WARF expands license agreement with Advanced Cell Technology

WARF expands license agreement with Advanced Cell Technology

Madison, Wis. Advanced Cell Technology, the California biotechnology company that announced last year it had discovered a way to extract stem cells from human embryos without destroying the embryos, has reached an expanded commercialization agreement with the Wisconsin Alumni Research Foundation.
The agreement grants the company the right to the commercial use of human embryonic stem cells to develop various human therapies.
Advanced Cell Technology, based in Alameda, Calif., applies embryonic stem cell technology to regenerative medicine.
Michael West, president and chief scientific officer for Advanced Cell Technology, said the expanded license will accelerate the process of bringing therapeutic programs toward human clinical trials and, ultimately, to commercial adoption.

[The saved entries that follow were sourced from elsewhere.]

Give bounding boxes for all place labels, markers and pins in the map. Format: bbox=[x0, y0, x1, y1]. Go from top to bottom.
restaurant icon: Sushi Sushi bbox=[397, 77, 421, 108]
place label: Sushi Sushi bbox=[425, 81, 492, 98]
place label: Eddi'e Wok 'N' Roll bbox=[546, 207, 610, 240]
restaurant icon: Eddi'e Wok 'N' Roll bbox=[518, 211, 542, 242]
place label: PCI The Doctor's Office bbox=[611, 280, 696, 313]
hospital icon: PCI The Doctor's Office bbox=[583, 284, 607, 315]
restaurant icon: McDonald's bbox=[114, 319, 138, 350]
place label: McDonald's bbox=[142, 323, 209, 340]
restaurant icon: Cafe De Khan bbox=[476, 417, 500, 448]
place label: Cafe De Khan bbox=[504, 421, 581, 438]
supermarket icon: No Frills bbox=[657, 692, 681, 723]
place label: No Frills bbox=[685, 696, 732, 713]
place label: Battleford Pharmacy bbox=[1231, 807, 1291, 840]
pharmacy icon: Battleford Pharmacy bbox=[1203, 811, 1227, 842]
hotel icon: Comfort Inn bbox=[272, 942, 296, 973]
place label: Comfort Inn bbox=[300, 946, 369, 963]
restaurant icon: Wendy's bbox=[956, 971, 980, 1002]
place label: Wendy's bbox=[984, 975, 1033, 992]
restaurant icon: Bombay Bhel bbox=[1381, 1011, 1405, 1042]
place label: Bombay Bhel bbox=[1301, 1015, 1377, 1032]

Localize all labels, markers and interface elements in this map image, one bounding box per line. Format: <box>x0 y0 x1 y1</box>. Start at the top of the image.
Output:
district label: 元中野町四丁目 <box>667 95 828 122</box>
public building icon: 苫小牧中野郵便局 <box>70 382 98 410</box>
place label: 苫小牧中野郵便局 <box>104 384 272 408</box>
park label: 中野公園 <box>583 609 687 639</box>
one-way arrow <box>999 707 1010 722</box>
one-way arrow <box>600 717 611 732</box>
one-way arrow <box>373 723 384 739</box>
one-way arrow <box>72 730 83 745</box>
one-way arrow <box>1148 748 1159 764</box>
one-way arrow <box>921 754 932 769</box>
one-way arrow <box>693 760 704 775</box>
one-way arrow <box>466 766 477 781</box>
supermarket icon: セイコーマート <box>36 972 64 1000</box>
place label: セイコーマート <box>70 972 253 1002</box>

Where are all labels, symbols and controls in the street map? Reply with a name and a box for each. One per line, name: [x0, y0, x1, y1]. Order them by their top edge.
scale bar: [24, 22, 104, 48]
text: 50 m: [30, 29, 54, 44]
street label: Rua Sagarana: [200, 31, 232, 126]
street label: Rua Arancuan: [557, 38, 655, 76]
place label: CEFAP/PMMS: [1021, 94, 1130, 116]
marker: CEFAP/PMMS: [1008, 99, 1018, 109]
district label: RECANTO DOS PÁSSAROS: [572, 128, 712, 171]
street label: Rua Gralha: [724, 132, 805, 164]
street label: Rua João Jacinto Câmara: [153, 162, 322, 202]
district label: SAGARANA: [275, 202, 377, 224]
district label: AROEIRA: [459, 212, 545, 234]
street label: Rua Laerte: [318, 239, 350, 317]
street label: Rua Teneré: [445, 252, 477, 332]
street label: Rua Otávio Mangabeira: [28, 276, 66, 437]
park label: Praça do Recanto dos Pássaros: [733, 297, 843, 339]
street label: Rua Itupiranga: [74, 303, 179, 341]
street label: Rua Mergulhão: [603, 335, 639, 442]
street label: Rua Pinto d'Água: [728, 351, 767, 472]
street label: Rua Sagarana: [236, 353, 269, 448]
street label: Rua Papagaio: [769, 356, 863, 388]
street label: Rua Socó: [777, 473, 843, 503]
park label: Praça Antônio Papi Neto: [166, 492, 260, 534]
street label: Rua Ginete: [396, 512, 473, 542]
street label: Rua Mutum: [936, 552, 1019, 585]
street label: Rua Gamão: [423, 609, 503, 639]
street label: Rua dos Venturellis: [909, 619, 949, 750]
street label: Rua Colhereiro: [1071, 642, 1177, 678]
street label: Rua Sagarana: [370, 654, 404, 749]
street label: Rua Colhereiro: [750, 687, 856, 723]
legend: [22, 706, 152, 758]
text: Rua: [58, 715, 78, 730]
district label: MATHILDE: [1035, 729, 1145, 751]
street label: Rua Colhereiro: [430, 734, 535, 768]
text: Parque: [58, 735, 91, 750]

In addition to its existing therapy targets, Advanced Cell Technology will pursue clinical applications for disorders of the endocrine, craniofacial, muscle, bone, cartilage, liver, kidney, and respiratory systems.
Last year, the company announced a licensing agreement with the Madison-based WiCell Research Institute, which houses the nation’s only stem cell bank. The agreement calls for the organizations to jointly distribute to U.S. scientists a range of new cell lines produced using the controversial new technique that purportedly can extract stem cells from early-stage embryos without destroying them.
The agreement is subject to federal recognition and funding of new stem cell lines, but it calls for the two entities to make the new stem cell lines readily available for medical research.
The new stem cell extraction technique received widespread press coverage when it was first announced in the peer-reviewed journal Nature. Since then, however, Advanced Cell Technology has acknowledged that embryos were destroyed in the process, but maintained the viability of extracting stem cells without embryonic destruction.
The company’s history with WARF dates back to its collaboration with University of Wisconsin-Madison professor Jamie Thompson, who developed a method for isolating and defining human embryonic stem cells.